An Introduction to Structured Text
By Paul Everitt
Engineers spend a lot of time communicating, primarily by email but also in documentation. However, writing by engineers is complicated by a simple fact: the world consumes writing largely in presentation formats such as HTML and PDF.
In theory this should be no problem, as we would all march happily off and write in "DocBook" (or perhaps LaTeX), the supposed lingua franca of documentation. However most tools don't support DocBook (or LaTex) very well, and even if tools were mature, most engineers would reject them.
Why? Engineers spend most of their time communicating in plain text. Their tools (vi and Emacs) are oriented toward text. The vast majority of words they communicate are in email. Finally, what little documentation you can squeeze out of engineers is in the form of "docstrings" in source code.
Wouldn't it be nice if there was a non-tag, text-oriented system for engineers to express semantic meaning? This is the problem Structured Text tackles. With Structured Text, format-independent writing becomes extremely convenient and natural, once a few rules are learned. Furthermore, Structured Text can be extended to cover advanced and customed uses.
To get a quick idea of what Structured Text does, the following words in Structured Text::
Sometimes the best approach to complexity is simplicty. A good structured text system is:
- Convenient
- Rich
is rendered into the following HTML:
<p> Sometimes the <em>best</em> approach to complexity is simplicity. A good structured text system is: </p> <ul> <li><p>Convenient</p></li> <li><p>Rich</p></li> </ul>
and the following DocBook XML:
<para> Sometimes the <emphasis>best</emphasis> approach to complexity is simplicty. A good structured text system is: </para> <itemizedlist> <listitem><para>Convenient</para></listitem> <listitem><para>Rich</para></listitem> </itemizedlist>
In fact, the text of this article is written in Structured Text. In this article, we'll look at the basics of Structured Text, organizing large text into sections, advanced formatting, and metadata issues.
Structured Text Basics
Let's plunge into structured text and look at the basics by correlating it to ideas in HTML.
The most basic idea in Structured Text is a paragraph. The following snippet of::
This is the first paragraph.
This is the second paragraph.
...is converted to the following in HTML:
<p>This is the first paragraph.</p> <p>This is the second paragraph.</p>
That is, white space matters in Structured Text. This is a very intuitive idea. For instance, in email paragraphs are separated by white space.
To introduce emphasis, Structured Text uses another text convention: asterisks. Note the following snippet:
This is the *first* paragraph. This is the **second** paragraph.

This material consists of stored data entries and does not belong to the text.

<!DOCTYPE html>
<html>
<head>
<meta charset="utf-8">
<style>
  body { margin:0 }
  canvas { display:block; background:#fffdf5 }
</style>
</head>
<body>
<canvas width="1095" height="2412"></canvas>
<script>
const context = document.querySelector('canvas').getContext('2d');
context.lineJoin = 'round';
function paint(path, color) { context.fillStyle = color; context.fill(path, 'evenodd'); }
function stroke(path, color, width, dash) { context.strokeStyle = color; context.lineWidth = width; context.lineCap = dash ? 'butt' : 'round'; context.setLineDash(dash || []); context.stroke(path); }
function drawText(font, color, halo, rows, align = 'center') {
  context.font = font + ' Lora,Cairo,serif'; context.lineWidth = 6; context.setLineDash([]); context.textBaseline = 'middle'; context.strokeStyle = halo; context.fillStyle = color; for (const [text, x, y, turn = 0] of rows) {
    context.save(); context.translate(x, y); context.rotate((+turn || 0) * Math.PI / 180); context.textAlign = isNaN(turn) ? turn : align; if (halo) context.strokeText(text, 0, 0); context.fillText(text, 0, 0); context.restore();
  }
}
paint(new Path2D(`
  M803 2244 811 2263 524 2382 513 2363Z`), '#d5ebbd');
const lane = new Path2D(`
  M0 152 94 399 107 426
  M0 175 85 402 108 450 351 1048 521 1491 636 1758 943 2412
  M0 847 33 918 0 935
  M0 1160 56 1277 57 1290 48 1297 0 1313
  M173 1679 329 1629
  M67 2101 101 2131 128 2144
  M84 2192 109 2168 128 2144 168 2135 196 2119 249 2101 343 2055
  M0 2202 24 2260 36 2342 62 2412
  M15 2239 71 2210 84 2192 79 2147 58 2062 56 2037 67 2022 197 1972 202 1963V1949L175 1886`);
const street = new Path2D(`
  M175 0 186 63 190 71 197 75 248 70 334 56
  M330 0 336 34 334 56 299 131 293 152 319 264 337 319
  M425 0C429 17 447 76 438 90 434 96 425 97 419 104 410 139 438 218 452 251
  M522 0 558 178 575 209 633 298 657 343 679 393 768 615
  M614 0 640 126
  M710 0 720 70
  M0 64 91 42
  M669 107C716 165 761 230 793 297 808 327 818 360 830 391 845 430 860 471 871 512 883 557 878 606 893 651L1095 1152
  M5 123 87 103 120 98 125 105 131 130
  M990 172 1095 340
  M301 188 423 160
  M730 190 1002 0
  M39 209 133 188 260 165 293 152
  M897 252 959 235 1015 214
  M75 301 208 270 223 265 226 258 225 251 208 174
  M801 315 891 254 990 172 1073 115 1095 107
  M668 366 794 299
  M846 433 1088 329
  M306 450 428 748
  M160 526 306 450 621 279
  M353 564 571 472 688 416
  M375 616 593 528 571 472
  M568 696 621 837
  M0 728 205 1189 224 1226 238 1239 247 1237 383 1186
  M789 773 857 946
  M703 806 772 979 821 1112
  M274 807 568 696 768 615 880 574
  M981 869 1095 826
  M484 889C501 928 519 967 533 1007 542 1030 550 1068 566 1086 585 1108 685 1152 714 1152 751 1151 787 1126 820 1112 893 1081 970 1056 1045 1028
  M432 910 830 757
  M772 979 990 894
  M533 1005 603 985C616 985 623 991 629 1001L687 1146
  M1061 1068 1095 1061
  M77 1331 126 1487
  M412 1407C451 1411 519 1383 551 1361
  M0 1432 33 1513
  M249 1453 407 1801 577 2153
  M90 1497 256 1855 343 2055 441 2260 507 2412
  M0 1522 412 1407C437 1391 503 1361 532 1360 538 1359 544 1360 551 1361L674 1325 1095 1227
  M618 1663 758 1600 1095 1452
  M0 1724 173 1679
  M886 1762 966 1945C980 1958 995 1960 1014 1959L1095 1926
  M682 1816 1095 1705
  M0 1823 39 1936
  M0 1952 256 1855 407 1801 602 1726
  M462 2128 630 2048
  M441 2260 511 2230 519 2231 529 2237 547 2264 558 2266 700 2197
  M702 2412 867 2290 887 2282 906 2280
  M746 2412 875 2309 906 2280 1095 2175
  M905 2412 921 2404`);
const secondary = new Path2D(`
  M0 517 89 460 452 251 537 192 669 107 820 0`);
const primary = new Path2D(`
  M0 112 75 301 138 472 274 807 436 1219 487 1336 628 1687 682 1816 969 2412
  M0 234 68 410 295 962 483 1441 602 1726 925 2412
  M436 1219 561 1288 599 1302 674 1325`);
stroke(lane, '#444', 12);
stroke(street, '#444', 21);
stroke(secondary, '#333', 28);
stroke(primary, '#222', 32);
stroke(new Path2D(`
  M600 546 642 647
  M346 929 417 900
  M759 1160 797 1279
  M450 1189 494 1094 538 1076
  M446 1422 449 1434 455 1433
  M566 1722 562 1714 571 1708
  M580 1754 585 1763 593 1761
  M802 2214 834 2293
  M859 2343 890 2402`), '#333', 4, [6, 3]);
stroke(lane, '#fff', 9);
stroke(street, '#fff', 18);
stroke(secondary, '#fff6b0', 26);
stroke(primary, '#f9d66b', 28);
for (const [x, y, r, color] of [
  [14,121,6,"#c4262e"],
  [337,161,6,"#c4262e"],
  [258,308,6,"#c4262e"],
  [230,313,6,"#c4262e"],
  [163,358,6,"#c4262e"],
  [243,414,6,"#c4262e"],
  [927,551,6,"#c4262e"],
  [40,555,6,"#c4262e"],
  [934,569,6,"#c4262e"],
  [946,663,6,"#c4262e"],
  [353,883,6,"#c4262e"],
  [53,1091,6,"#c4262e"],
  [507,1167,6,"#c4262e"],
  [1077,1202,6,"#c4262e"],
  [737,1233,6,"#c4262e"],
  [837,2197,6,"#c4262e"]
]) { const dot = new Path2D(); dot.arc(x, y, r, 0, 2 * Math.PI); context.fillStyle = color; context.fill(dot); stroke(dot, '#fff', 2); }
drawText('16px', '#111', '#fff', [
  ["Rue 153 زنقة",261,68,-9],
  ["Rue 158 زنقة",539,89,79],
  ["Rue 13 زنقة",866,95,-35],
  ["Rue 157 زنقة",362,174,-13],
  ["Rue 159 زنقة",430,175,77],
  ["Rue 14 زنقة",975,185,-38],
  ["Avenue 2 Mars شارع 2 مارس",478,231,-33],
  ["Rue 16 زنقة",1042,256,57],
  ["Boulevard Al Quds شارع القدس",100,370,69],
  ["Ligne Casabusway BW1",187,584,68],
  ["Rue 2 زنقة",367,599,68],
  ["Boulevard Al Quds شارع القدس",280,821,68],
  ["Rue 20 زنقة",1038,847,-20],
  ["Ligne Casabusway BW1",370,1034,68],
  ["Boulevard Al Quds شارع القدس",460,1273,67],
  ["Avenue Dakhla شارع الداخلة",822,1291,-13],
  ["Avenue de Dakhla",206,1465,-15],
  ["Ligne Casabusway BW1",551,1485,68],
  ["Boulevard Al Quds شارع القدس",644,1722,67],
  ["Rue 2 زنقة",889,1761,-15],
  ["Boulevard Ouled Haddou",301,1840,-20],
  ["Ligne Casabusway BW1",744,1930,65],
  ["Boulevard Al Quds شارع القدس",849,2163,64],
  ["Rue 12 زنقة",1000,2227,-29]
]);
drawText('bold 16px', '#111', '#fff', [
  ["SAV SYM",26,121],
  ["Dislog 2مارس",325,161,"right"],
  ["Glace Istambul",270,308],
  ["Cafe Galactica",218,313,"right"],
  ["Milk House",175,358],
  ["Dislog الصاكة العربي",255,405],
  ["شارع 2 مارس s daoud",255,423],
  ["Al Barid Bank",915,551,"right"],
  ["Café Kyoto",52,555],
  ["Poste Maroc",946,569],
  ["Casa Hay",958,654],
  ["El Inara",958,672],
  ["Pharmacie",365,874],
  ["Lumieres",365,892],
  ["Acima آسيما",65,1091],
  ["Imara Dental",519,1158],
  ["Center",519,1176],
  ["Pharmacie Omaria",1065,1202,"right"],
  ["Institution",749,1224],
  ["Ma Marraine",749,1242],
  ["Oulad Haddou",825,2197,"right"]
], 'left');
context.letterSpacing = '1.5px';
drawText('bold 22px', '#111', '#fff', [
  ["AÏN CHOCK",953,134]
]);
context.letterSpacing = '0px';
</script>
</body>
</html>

In HTML, this snippet introduces the em
tag and the strong
tag:
<p>This is the <em>first</em> paragraph.</p> <p>This is the <strong>second</strong> paragraph.</p>
Again, this is a common pattern in email. Several other common patterns are supported, such as referring to a piece of jargon:
When you see 'STX', you know this is shorthand for 'Structured Text'.
The HTML output is as follows:
<p>When you see <code>STX</code>, you know this is shorthand for <code>Structured Text</code>.</p>
Using Indentation
The preceding section focused on text conventions that convey a semantic meaning. This semantic meaning, when processed by Structured Text, produces certain HTML tags.
In Structured Text, indentation is also very important in conveying semantic meaning. The most basic is the idea from HTML of headings.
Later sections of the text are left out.